This collection consists of early optical devices commonly known as magic lanterns. The first report of the construction of a magic lantern is generally considered to be referring to the Dutch scientist Christiaan Huygens in 1659. The lanterns in this collection are dated from the early 1800s until the mid 1900s and include large professional devices as well as consumer models and toy magic lanterns.
The collection also holds over 500 lantern slides on a wide range of subjects. The slides demonstrate different iterations of glass slide projection and the evolution from hand-painted imagery to photographic and mechanical slides.

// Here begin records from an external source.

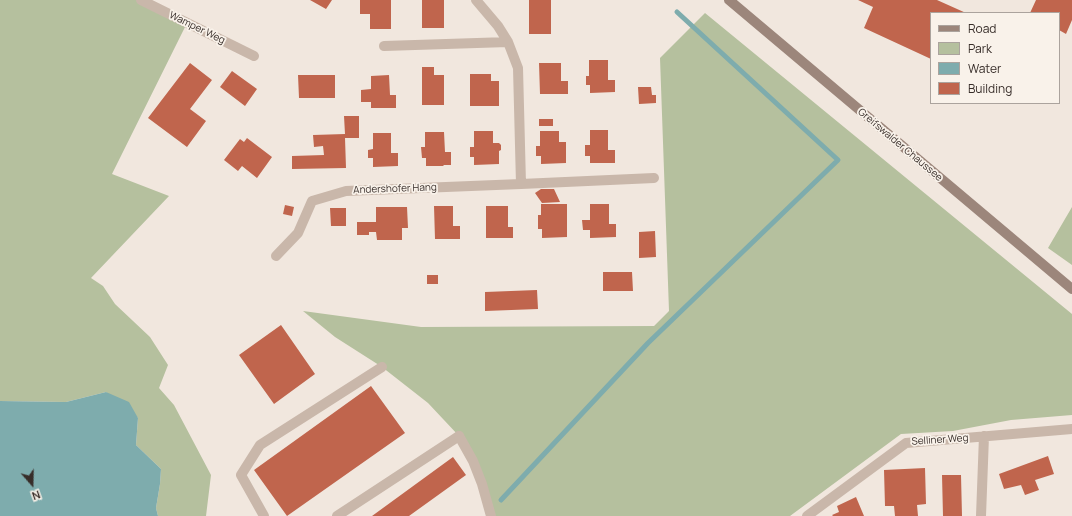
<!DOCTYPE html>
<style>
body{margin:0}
#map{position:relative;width:1072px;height:516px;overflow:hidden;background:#f1e7de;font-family:Manrope,sans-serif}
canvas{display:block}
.legend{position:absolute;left:930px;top:12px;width:130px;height:92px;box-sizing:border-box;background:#f9f2ea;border:1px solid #aba39d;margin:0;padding:5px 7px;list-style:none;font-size:12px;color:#372d29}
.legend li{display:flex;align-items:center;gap:8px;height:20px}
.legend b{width:20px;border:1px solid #aba39d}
.north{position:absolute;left:12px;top:464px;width:40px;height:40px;-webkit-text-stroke:3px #f9f2ea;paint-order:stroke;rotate:160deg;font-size:11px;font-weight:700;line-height:16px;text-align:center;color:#372d29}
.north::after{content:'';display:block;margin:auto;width:14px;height:18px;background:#372d29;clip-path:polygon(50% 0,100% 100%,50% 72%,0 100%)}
</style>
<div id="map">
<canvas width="1072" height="516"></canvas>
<ul class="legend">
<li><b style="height:5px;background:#9c867b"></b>Road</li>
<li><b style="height:11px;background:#b5c09e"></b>Park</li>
<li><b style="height:11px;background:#7eacad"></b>Water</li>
<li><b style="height:11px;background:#c0654d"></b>Building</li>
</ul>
<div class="north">N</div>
</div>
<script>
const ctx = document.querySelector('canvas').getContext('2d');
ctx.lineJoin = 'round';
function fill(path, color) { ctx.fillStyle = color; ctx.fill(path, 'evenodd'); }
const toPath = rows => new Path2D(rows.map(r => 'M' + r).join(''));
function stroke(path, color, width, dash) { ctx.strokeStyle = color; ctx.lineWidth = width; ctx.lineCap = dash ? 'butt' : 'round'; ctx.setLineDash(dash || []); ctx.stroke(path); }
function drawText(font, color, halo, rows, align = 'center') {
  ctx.font = font + ' Manrope,sans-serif'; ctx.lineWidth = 3.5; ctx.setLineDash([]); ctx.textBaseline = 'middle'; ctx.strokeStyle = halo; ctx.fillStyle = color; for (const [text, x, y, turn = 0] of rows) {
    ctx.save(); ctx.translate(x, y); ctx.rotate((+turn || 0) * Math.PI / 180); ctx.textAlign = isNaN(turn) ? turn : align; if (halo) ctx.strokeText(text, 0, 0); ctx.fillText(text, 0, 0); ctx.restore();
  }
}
const green = toPath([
 [0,0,141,0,187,23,112,174,169,196,91,278,103,286,115,304,150,337,168,365,159,388,174,405,211,475,206,516,158,516,156,508,160,484,161,469,136,445,138,418,106,392,66,402,0,401],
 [705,13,1072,314,1072,415,1011,420,953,431,901,434,790,516,491,516,459,436,428,403,382,367,335,337,303,311,421,327,654,326,669,311,660,58],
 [1072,207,1072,265,1048,248]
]);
const water = toPath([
 [106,392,129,402,138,418,136,445,161,469,160,484,156,508,158,516,0,516,0,401,66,402]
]);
const stream = toPath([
 [501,500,648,343,838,160,677,12]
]);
const building = toPath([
 [310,0,332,0,326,9],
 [360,0,391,0,391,29,370,29,370,14,360,14],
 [422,0,444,0,444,28,422,28],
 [529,0,551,0,551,34,529,34],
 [858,0,937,0,966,13,931,13,931,59,864,28,873,7],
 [1036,0,1072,0,1072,20,1066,34,1059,30,1059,13,1030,13],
 [589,60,608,60,608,80,615,80,615,92,590,93,590,85,586,85,586,76,589,76],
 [190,63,212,80,190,109,206,121,187,147,148,118],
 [539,63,561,63,561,81,568,81,568,94,540,94],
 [422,67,434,67,434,75,444,75,444,105,422,105],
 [232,71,257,89,245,106,220,87],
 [470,74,491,74,491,81,499,81,499,106,470,106],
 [298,75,335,75,335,98,299,98],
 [389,75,390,95,396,95,396,108,371,108,371,102,361,102,361,90,371,89,371,76],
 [638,87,651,87,652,95,656,95,656,103,639,104],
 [344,116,359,116,359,138,345,138,346,168,292,169,292,156,324,155,323,146,314,147,313,135,345,134],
 [539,119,553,119,553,126,539,126],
 [590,130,608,130,608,150,615,150,615,163,590,163,590,156,585,156,585,145,590,145],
 [474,131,493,131,493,143,499,143,501,145,501,150,499,151,499,164,474,165,474,157,470,157,470,147,474,147],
 [540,131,559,131,559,142,566,142,566,163,541,164,541,156,536,156,536,146,540,146],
 [425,132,444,132,445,152,451,152,451,165,443,165,444,166,426,166,426,158,422,158,421,147,425,147],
 [373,133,391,133,391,153,398,153,398,166,373,167,373,158,368,158,368,150,373,149],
 [247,138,272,157,257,178,242,166,238,171,224,160,240,139,244,142],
 [541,189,554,189,560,202,542,203,535,193],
 [541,204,567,204,567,237,542,238,542,229,538,229,538,215,541,215],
 [590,204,609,204,609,224,616,224,616,237,590,238,590,230,583,230,582,220,590,220],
 [285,205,294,207,292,216,283,214],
 [434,206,453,206,453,226,460,226,460,239,435,239],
 [486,206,508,206,508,227,513,227,513,238,486,238],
 [376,207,407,207,408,228,402,228,402,240,377,240,376,232,369,232,369,235,357,235,357,222,376,222],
 [330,208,346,208,346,226,331,226],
 [655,231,656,257,639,258,639,232],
 [603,272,632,272,633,291,603,291],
 [427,275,438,275,438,284,427,284],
 [537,290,538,309,485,311,485,292],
 [281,325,315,374,274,404,239,355],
 [371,386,405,433,287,516,254,470],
 [1048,456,1054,474,1035,480,1039,490,1025,495,1021,485,1004,489,999,474],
 [453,457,466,475,409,516,372,516],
 [925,468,926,504,917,505,918,516,895,516,894,506,885,506,884,470],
 [942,475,961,475,962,516,943,516],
 [856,497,864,516,833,516,832,515,839,512,837,506]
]);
const lane = toPath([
 [264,516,241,475,260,445,382,367],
 [337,516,459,436]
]);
const street = toPath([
 [141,0,254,56],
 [384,46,508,42],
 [521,184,654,178],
 [276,256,298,233,312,201,346,191,521,184,518,68,508,42,498,26,476,0],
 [459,436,473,461,482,484,491,516],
 [807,516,906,443,1072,429],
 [981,516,984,436]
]);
const secondary = toPath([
 [729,0,1072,289]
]);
const streetNames = [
 ["Wamper Weg",197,28,26],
 ["Greifswalder Chaussee",900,145,40],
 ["Andershofer Hang",395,189,-2],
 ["Selliner Weg",940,440,-4]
];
fill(green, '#b5c09e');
fill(water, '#7eacad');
stroke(stream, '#7eacad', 5);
fill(building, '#c0654d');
stroke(lane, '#c9b7aa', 10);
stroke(street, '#c9b7aa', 10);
stroke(secondary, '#9c867b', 10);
drawText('10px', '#372d29', '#f9f2ea', streetNames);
</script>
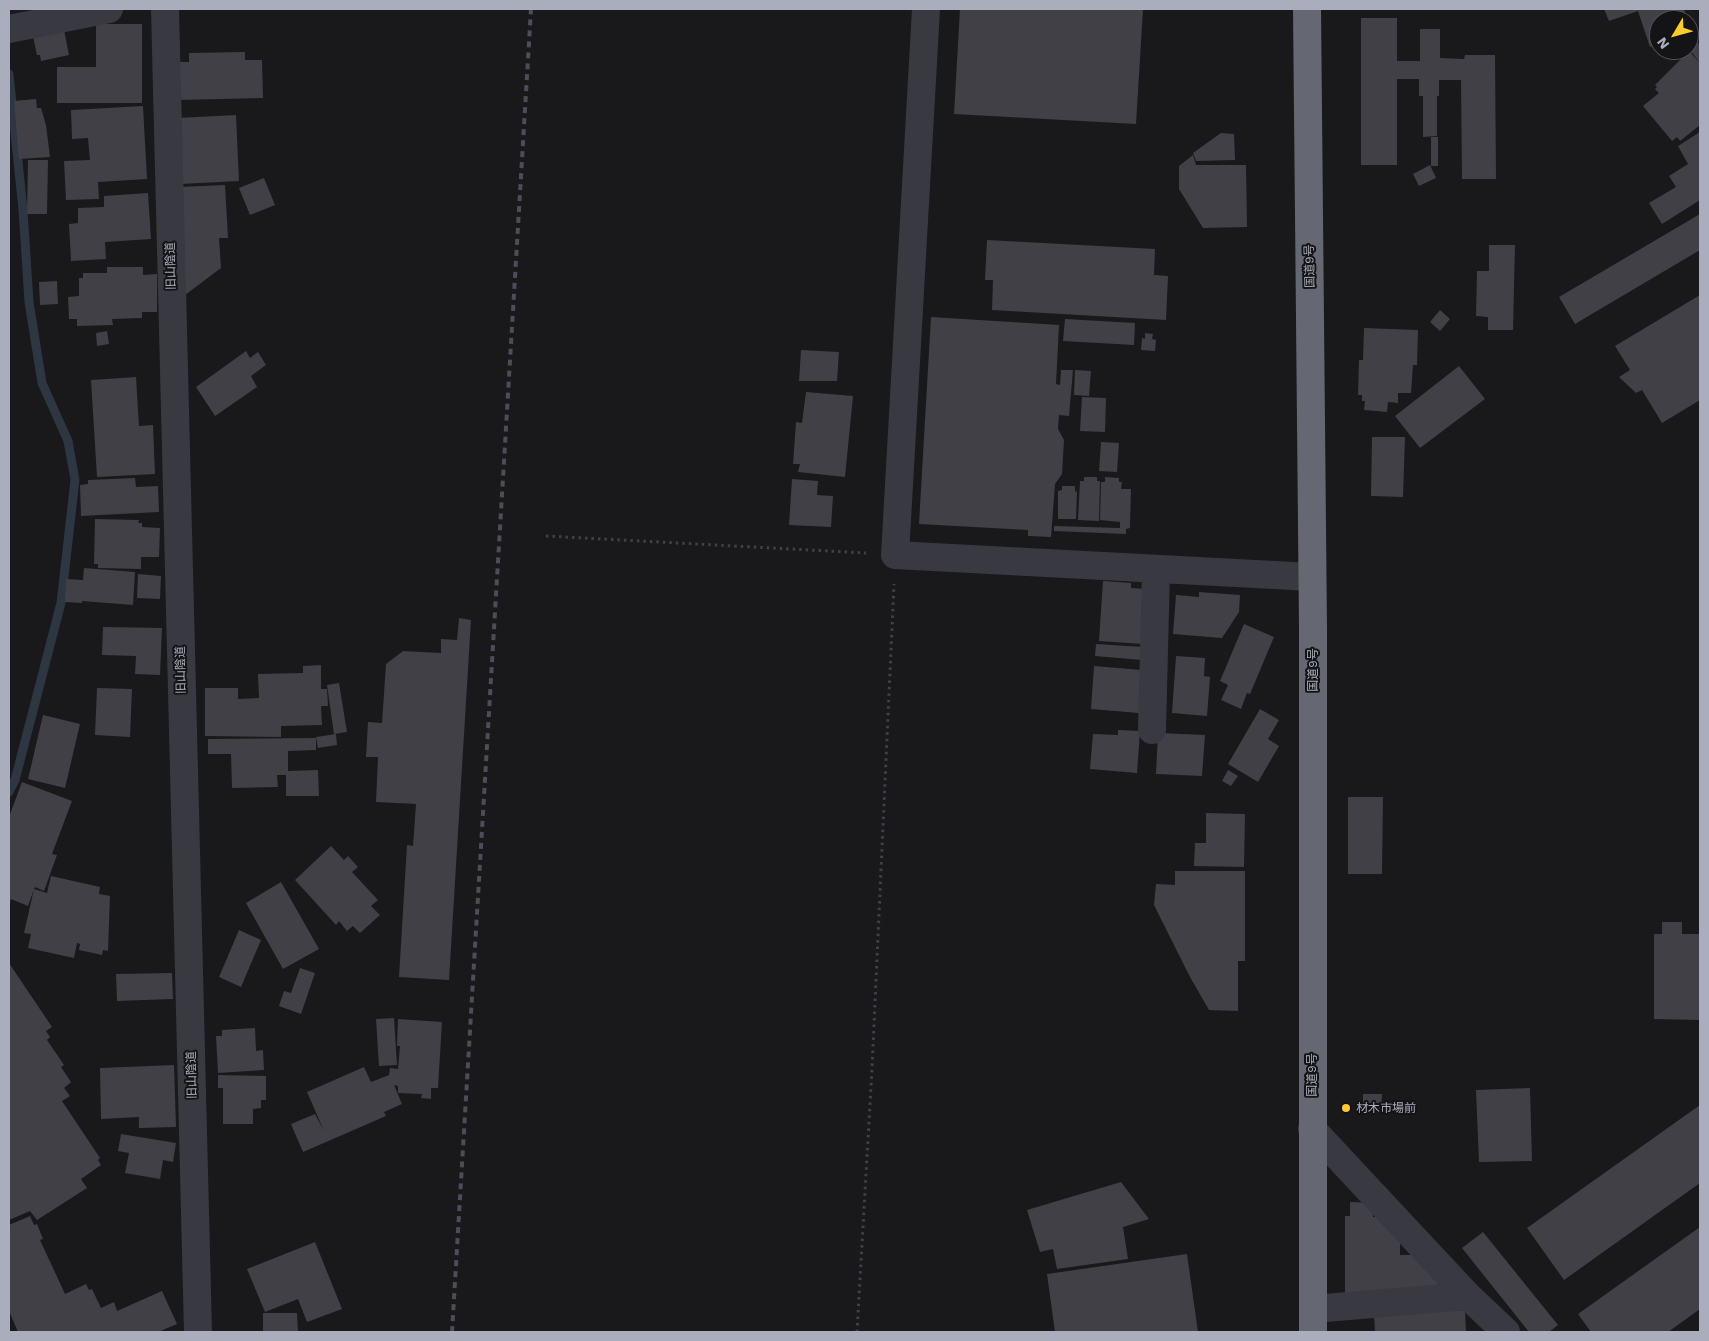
<!DOCTYPE html>
<meta charset="utf-8">
<style>
body{margin:0}
#map{position:relative;width:1709px;height:1341px;overflow:hidden;background:#19181b;font-family:"Work Sans",sans-serif}
canvas{display:block}
.frame{position:absolute;inset:0;border:10px solid #aaaebc;pointer-events:none}
.north{position:absolute;left:1649px;top:10px;width:50px;height:50px;box-sizing:border-box;background:#141316;border:1px solid #505158;border-radius:50%;rotate:233deg;font-size:14px;font-weight:700;line-height:20px;text-align:center;color:#aaaebc}
.north::after{content:'';display:block;margin:auto;width:18px;height:22px;background:#ffca2d;clip-path:polygon(50% 0,100% 100%,50% 72%,0 100%)}
</style>
<div id="map">
<canvas width="1709" height="1341"></canvas>
<div class="frame"></div>
<div class="north">N</div>
</div>
<script>
const g = document.querySelector('canvas').getContext('2d');
g.lineJoin = 'round';
function shape(rows) {
  const path = new Path2D();
  for (const r of rows) {
    path.moveTo(r[0], r[1]);
    for (let i = 2; i < r.length; i += 2) path.lineTo(r[i], r[i + 1]);
  }
  return path;
}
function trace(path, color, width, dash) {
  g.strokeStyle = color;
  g.lineWidth = width;
  g.lineCap = dash ? 'butt' : 'round';
  g.setLineDash(dash || []);
  g.stroke(path);
}
function paint(path, color) {
  g.fillStyle = color;
  g.fill(path, 'evenodd');
}
function label(font, color, halo, rows, align = 'center') {
  g.font = font + ' "Work Sans","Noto Sans JP",sans-serif';
  g.lineWidth = 4;
  g.setLineDash([]);
  g.textBaseline = 'middle';
  g.strokeStyle = halo;
  g.fillStyle = color;
  for (const [text, x, y, turn = 0] of rows) {
    g.save();
    g.translate(x, y);
    g.rotate((+turn || 0) * Math.PI / 180);
    g.textAlign = isNaN(turn) ? turn : align;
    if (halo) g.strokeText(text, 0, 0);
    g.fillText(text, 0, 0);
    g.restore();
  }
}
trace(shape([
 [9,74,23,210,29,302,42,383,68,441,75,480,61,603,15,780,9,792]
]), '#2d3641', 9);
paint(shape([
 [960,9,1143,9,1136,124,954,114],
 [1604,9,1684,9,1687,20,1659,20,1659,44,1650,47,1638,11,1609,21],
 [1361,18,1397,18,1397,61,1420,61,1420,29,1440,29,1440,58,1464,59,1465,55,1495,55,1496,179,1462,179,1461,80,1439,80,1439,96,1437,96,1437,136,1423,137,1423,96,1419,96,1419,79,1397,79,1397,165,1361,165],
 [96,24,142,24,142,103,57,103,57,67,96,67],
 [63,25,69,55,41,61,40,55,37,55,32,32],
 [1700,42,1700,125,1680,141,1677,137,1672,141,1643,106,1659,93,1655,89,1657,87,1655,85,1689,51,1700,63,1690,50],
 [245,52,245,60,262,60,263,98,178,100,178,62,189,62,189,53],
 [36,99,37,108,41,108,46,125,50,157,19,159,14,101],
 [143,106,147,179,98,182,99,199,66,200,64,161,90,160,88,138,72,139,71,110],
 [236,115,239,181,180,184,177,118],
 [1700,132,1700,200,1662,224,1649,203,1676,187,1669,176,1688,164,1678,146],
 [1221,133,1234,134,1235,160,1196,161,1193,153],
 [1431,137,1438,137,1438,166,1431,166],
 [1193,155,1196,165,1246,165,1247,227,1203,228,1179,189,1179,166],
 [28,160,48,160,47,214,27,214],
 [1430,165,1436,178,1419,186,1413,174],
 [264,178,275,205,250,215,239,188],
 [225,185,228,238,219,238,221,268,185,295,179,187],
 [148,193,151,239,105,242,106,259,71,261,69,224,78,223,78,208,104,207,104,196],
 [1700,214,1700,250,1575,324,1559,297],
 [987,240,1155,249,1154,275,1168,276,1166,320,992,310,993,280,985,280],
 [1489,245,1515,245,1513,330,1488,330,1488,317,1476,316,1477,271,1489,271],
 [107,267,143,267,143,275,157,274,157,312,142,312,142,318,112,319,113,325,77,326,77,319,69,319,68,297,79,296,79,278,83,278,83,273,107,273],
 [57,281,58,304,40,305,39,282],
 [1700,295,1700,400,1662,423,1642,390,1636,393,1619,377,1630,370,1615,346],
 [1440,310,1450,319,1440,331,1430,322],
 [931,317,1059,325,1056,384,1060,385,1061,370,1073,370,1069,416,1059,415,1058,429,1064,440,1062,474,1055,484,1051,537,1028,536,1028,530,919,524],
 [1065,319,1135,323,1134,345,1063,341],
 [1364,328,1418,330,1417,365,1413,365,1411,393,1398,393,1398,403,1388,402,1387,412,1364,410,1365,401,1362,401,1362,395,1358,395,1359,360,1363,360],
 [107,331,109,344,97,346,96,333],
 [1145,333,1153,334,1152,339,1156,340,1155,351,1141,350,1142,338,1145,339],
 [801,350,839,352,837,381,799,381],
 [246,351,250,358,258,352,266,365,251,376,257,387,215,416,196,387],
 [1459,366,1485,399,1420,448,1395,416],
 [1075,370,1091,371,1089,396,1074,395],
 [136,377,139,426,153,425,155,474,97,477,91,380],
 [806,392,853,396,845,477,798,472,800,464,793,464,796,422,802,423],
 [1082,397,1106,398,1105,432,1080,431],
 [1372,437,1405,437,1403,497,1371,496],
 [1101,442,1119,443,1117,472,1099,471],
 [1084,477,1097,477,1097,481,1100,481,1099,521,1078,520,1080,481,1084,481],
 [1105,477,1119,478,1119,482,1122,482,1121,489,1131,489,1130,528,1126,529,1126,534,1054,531,1054,526,1120,528,1120,522,1100,520,1101,482,1105,482],
 [135,478,136,487,158,486,159,512,81,516,80,485,88,484,88,480],
 [792,479,818,481,817,495,833,496,831,527,789,525],
 [1062,486,1075,486,1075,492,1077,491,1076,519,1058,519,1058,491,1062,490],
 [95,519,139,520,138,523,142,523,142,527,160,528,159,557,141,557,141,569,98,568,98,564,94,564],
 [84,568,135,572,133,605,82,601,82,603,65,602,66,579,83,580],
 [138,574,161,576,160,599,137,598],
 [1103,581,1131,583,1131,588,1147,589,1143,644,1099,641],
 [1199,592,1240,595,1239,612,1222,638,1173,634,1176,595,1199,597],
 [459,618,471,620,449,980,399,977,407,845,413,846,416,804,376,802,378,757,366,757,368,722,382,723,386,664,403,651,441,653,441,639,457,640],
 [1244,624,1274,637,1250,694,1247,693,1241,709,1221,700,1228,685,1220,681],
 [103,627,162,628,160,675,135,674,136,656,102,655],
 [1096,644,1143,647,1142,660,1095,656],
 [1176,656,1205,658,1204,676,1210,677,1207,716,1172,713],
 [321,665,321,689,327,689,328,706,321,706,322,725,281,726,281,737,205,736,205,688,238,688,238,699,259,698,258,674,303,673,303,666],
 [1094,666,1142,670,1139,713,1091,709],
 [339,683,347,732,334,734,327,685],
 [97,688,132,689,130,737,95,735],
 [1260,709,1279,720,1268,739,1279,746,1258,782,1228,764],
 [43,715,80,724,65,788,28,779],
 [1118,730,1140,731,1137,773,1090,769,1093,734,1118,735],
 [1158,733,1205,735,1202,776,1156,774],
 [336,734,337,745,318,748,316,737],
 [316,738,316,750,288,751,288,771,318,770,319,796,286,796,286,775,277,775,278,787,232,788,231,754,208,754,208,739],
 [1228,770,1238,776,1231,786,1222,781],
 [22,782,72,801,52,854,57,855,44,891,35,887,34,889,47,893,51,876,100,887,99,894,110,896,108,951,103,950,102,955,79,950,80,944,77,943,74,958,28,948,31,934,24,933,34,889,28,906,11,899,9,905,9,817],
 [1348,797,1383,797,1382,874,1348,874],
 [1206,813,1245,814,1244,867,1194,866,1195,843,1206,843],
 [331,846,344,860,348,856,358,867,352,872,378,900,371,906,380,915,360,933,353,926,347,931,339,921,336,925,295,880],
 [1175,871,1245,871,1245,961,1238,961,1238,1011,1209,1010,1190,977,1154,905,1156,884,1175,885],
 [281,882,319,949,283,969,246,903],
 [1662,922,1682,922,1682,934,1700,934,1700,1020,1654,1019,1654,934,1662,934],
 [239,930,261,940,241,987,219,977],
 [9,963,52,1027,46,1031,50,1037,47,1040,64,1065,61,1067,71,1082,64,1088,70,1096,62,1101,100,1158,98,1160,101,1165,81,1179,87,1188,37,1220,30,1211,9,1220],
 [300,968,315,973,301,1014,279,1006,284,991,291,993],
 [172,973,173,999,117,1001,116,974],
 [394,1018,397,1065,379,1066,376,1019],
 [398,1019,442,1022,438,1088,431,1088,431,1099,421,1098,422,1094,398,1093,398,1086,394,1085,402,1104,384,1112,386,1116,303,1152,291,1124,315,1114,324,1131,307,1092,364,1067,371,1082,389,1075,390,1068,398,1069,400,1046,397,1046],
 [255,1028,256,1051,263,1050,264,1070,218,1073,216,1036,222,1036,222,1030],
 [174,1065,176,1127,139,1128,139,1117,101,1119,100,1068],
 [218,1075,266,1076,266,1100,261,1100,261,1108,253,1109,253,1124,223,1124,223,1088,218,1088],
 [1530,1088,1532,1161,1479,1162,1476,1090],
 [1363,1094,1382,1094,1381,1113,1363,1113],
 [1700,1105,1700,1183,1564,1280,1527,1228],
 [121,1134,176,1143,173,1162,163,1160,160,1179,125,1173,129,1153,118,1151],
 [1121,1182,1149,1219,1123,1227,1128,1259,1057,1269,1053,1249,1040,1252,1027,1210],
 [1350,1202,1373,1203,1373,1217,1389,1217,1400,1230,1400,1255,1423,1255,1423,1269,1431,1269,1448,1285,1345,1294,1345,1216,1350,1216],
 [30,1216,34,1225,37,1224,43,1239,40,1240,65,1294,86,1284,89,1290,92,1289,101,1308,114,1302,117,1311,162,1291,177,1324,158,1332,18,1332,9,1311,9,1225],
 [1700,1227,1700,1309,1668,1332,1591,1332,1578,1314],
 [1483,1232,1558,1325,1549,1332,1529,1332,1462,1248],
 [315,1242,342,1309,307,1322,298,1299,265,1312,247,1269],
 [1187,1254,1198,1332,1055,1332,1047,1274],
 [1465,1310,1466,1332,1375,1332,1374,1315],
 [263,1313,297,1313,298,1332,263,1332]
]), '#404046');
trace(shape([
 [546,536,866,553],
 [857,1332,872,1069,894,584]
]), '#3f4148', 3, [2.5, 4]);
trace(shape([
 [165,9,198,1332],
 [926,9,895,555,1312,577],
 [9,29,109,9],
 [1152,730,1156,569],
 [1312,1129,1468,1296,1506,1332],
 [1313,1309,1468,1296]
]), '#393a41', 28);
trace(shape([
 [1307,9,1313,629,1313,1332]
]), '#656772', 28);
trace(shape([
 [452,1332,531,9]
]), '#4c4d56', 4, [6, 5]);
for (const [x, y, r, color] of [
 [1346,1108,5,"#ffca2d"]
]) {
  const dot = new Path2D();
  dot.arc(x, y, r, 0, 2 * Math.PI);
  g.fillStyle = color;
  g.fill(dot);
  trace(dot, '#141316', 2);
}
label('12px', '#aaaebc', '#141316', [
 ["旧山陰道",171,266,-91],
 ["国道9号",1310,266,-91],
 ["旧山陰道",181,670,-91],
 ["国道9号",1313,670,-90],
 ["旧山陰道",192,1075,-91],
 ["国道9号",1312,1075,-90]
]);
label('12px', '#aaaebc', '#141316', [
 ["材木市場前",1356,1108]
], 'left');
</script>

A black tin Improved Phantasmagoria Lantern with handle and crooked chimney.
Carpenter marketed his Improved Phantasmagoria Lantern as a consumer version of the famous Phantasmagoria lantern shows that simulated ghost and spirit projections during the late 1700 and early 1800s. The name is a misnomer since Phantasmagoria refers to a type of projection rather than a type of lantern. The handle on the lantern was meant to accompany a larger professional magic lantern show with a small, mobile projector, or for small scale uses.
The Lampascope Boule is a circular magic lantern projector with a hole at the base. This consumer lantern was meant to be placed on top of an oil lamp for home use. Lampascope projectors were elaborately painted with bright colours. This lantern is very faded but has remnant of red on the lens, and blue on the chimney.
A hand-cranked 35 mm and small glass slide projector. This cinematograph was made after 1908 by the limited company Société Anonyme des Etablissements Demaria - Lapierre, when the two Lapierre brothers were obliged to amalgamate with the photographic manufacturer Jules Demaria. Cinematographs always had the ability to show loops, film strips from which the begin and end were glued together. For this purpose the upper reel was mounted above the apparatus on an extending bar. Longer films could also be showed but since there was not take-up reel the film would fall onto the floor or in a bag. The intermittent film transport was brought about by a rotating buckled rod that repeatedly struck the film down.